January 30, 2015 feature
Black holes do not exist where space and time do not exist, says new theory
(Phys.org) —The quintessential feature of a black hole is its "point of no return," or what is more technically called its event horizon. When anything—a star, a particle, or wayward human—crosses this horizon, the black hole's massive gravity pulls it in with such force that it is impossible to escape. At least, this is what happens in traditional black hole models based on general relativity. In general, the existence of the event horizon is responsible for most of the strange phenomena associated with black holes.
In a new paper, physicists Ahmed Farag Ali, Mir Faizal, and Barun Majunder have shown that, according to a new generalization of Einstein's theory of gravity called "gravity's rainbow," it is not possible to define the position of the event horizon with arbitrary precision.
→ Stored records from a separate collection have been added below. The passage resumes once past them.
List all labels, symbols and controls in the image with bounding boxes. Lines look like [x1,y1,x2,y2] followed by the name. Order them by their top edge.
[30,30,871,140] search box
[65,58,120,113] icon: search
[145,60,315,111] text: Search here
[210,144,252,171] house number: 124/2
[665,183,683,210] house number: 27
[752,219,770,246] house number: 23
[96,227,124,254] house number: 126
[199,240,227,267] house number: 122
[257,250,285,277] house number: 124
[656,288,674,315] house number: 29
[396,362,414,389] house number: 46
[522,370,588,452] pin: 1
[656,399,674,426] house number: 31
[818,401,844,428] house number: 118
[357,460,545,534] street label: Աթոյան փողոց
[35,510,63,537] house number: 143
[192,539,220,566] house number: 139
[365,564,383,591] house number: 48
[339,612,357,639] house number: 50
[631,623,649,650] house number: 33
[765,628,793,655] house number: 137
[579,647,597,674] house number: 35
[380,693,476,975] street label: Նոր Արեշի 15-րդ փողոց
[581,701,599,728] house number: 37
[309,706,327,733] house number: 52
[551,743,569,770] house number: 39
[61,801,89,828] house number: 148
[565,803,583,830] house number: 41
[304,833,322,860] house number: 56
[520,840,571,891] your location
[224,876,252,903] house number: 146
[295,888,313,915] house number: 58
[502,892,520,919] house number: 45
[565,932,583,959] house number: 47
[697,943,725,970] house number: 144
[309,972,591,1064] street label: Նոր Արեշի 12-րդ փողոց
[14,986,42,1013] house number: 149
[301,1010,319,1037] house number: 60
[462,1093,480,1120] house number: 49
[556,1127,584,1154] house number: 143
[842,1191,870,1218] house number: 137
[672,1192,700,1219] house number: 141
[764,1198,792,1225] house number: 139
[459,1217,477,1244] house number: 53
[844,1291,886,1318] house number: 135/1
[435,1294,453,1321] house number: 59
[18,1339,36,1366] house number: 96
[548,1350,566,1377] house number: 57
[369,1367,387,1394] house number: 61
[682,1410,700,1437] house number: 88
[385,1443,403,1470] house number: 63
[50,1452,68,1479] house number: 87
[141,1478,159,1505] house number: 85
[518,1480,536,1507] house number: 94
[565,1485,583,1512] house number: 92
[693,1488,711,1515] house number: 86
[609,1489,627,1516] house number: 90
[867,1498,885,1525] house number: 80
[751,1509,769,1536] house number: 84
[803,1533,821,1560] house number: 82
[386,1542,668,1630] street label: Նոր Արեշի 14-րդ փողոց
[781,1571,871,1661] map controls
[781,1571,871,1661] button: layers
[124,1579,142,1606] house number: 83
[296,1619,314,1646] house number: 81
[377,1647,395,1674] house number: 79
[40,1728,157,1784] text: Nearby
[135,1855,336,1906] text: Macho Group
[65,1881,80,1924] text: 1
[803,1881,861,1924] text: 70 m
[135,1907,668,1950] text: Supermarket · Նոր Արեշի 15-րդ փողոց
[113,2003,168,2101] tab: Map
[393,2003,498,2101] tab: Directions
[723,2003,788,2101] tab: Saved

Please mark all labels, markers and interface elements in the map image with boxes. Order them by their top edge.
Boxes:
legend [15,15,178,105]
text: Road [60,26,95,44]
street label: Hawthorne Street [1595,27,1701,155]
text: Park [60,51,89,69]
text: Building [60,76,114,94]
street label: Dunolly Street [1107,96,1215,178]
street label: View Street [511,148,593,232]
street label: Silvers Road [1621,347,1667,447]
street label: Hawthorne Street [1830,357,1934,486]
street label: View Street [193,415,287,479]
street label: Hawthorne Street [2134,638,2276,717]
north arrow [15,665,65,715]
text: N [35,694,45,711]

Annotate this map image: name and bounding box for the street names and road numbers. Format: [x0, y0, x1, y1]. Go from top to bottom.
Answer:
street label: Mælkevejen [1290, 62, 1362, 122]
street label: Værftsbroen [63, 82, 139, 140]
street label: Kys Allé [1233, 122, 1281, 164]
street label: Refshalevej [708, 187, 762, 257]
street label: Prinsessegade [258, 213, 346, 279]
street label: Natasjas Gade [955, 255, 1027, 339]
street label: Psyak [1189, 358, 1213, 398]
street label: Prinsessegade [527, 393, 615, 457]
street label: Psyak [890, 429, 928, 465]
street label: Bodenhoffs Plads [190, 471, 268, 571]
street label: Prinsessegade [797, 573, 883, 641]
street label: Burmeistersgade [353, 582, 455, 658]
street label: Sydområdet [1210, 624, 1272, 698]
If the event horizon can't be defined, then the black hole itself effectively does not exist.
"In gravity's rainbow, space does not exist below a certain minimum length, and time does not exist below a certain minimum time interval," Ali, a physicist at the Zewail City of Science and Technology and Benha University, both in Egypt, told Phys.org. "So, all objects existing in space and occurring at a time do not exist below that length and time interval [which are associated with the Planck scale]. As the event horizon is a place in space which exists at a point in time, it also does not exist below that scale."
When Ali talks about "all objects," he literally means everything around us, including ourselves.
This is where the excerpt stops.